### THE TASK:
Every line of the data that includes "Nivelles" should be copied out.

── EXTRACTED DATA ──

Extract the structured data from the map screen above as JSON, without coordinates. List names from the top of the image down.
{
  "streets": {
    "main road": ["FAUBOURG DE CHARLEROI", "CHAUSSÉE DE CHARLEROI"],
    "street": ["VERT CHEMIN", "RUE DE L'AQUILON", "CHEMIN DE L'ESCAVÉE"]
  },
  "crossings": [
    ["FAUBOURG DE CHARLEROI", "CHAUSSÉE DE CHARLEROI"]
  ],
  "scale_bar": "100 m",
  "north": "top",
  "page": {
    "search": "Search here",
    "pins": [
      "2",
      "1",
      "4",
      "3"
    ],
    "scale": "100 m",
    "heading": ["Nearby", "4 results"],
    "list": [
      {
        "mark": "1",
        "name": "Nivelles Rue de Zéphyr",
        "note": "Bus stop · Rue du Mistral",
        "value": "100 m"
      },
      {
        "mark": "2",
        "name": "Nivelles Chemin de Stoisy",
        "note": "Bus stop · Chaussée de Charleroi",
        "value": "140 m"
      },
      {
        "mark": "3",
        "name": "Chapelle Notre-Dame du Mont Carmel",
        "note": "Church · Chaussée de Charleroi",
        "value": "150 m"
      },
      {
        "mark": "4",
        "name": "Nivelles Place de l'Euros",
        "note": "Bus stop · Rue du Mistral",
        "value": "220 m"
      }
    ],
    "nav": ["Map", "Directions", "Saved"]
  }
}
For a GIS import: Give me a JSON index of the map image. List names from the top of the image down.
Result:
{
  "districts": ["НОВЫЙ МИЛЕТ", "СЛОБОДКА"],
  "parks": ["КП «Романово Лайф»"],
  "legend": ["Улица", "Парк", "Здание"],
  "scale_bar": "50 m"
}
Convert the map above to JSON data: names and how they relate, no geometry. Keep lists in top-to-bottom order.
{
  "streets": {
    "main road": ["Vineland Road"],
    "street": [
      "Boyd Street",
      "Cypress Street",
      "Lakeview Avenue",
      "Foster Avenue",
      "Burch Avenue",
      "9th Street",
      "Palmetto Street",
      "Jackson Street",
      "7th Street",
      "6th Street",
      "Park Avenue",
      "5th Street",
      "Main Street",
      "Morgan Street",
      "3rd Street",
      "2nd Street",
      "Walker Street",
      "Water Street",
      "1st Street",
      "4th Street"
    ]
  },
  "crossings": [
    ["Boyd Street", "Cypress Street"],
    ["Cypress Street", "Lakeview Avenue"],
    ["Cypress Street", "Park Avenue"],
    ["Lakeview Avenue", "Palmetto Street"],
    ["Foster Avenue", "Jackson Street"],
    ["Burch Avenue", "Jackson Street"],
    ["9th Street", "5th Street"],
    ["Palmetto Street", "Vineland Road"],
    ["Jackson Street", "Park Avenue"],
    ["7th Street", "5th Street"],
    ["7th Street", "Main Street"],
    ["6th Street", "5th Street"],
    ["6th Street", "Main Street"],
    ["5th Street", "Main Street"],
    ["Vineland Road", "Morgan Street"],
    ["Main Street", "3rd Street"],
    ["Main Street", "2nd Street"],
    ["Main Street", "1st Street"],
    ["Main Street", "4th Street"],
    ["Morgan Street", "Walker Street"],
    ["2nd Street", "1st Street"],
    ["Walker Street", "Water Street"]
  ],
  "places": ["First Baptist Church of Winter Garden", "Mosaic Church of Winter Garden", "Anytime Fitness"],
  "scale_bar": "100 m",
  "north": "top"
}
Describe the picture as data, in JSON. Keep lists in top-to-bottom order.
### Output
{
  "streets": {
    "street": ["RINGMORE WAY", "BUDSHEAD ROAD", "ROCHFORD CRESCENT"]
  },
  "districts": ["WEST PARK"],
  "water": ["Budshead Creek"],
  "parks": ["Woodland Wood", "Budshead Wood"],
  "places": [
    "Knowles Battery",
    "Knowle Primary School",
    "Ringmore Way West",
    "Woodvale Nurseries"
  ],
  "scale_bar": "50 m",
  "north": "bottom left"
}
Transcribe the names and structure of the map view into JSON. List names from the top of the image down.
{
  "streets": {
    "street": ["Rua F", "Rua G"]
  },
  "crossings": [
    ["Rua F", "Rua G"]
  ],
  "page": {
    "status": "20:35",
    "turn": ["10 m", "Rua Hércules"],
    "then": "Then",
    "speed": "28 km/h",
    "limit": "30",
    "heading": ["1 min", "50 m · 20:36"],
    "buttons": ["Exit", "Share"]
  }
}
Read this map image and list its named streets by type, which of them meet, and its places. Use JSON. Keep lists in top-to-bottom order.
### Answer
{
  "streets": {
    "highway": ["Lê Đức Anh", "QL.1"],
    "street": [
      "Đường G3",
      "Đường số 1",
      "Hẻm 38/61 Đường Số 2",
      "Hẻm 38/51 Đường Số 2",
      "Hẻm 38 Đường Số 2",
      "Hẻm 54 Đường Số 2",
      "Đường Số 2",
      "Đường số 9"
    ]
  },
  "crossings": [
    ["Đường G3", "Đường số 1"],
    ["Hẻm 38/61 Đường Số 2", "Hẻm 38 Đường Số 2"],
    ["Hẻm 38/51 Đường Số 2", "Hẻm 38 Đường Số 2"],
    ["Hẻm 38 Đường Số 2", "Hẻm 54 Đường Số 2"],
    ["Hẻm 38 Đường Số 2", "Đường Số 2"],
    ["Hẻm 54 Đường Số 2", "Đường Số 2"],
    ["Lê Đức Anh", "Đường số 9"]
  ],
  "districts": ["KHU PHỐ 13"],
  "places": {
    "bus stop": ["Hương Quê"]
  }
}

───

### RESULT:
        "name": "Nivelles Rue de Zéphyr",
        "name": "Nivelles Chemin de Stoisy",
        "name": "Nivelles Place de l'Euros",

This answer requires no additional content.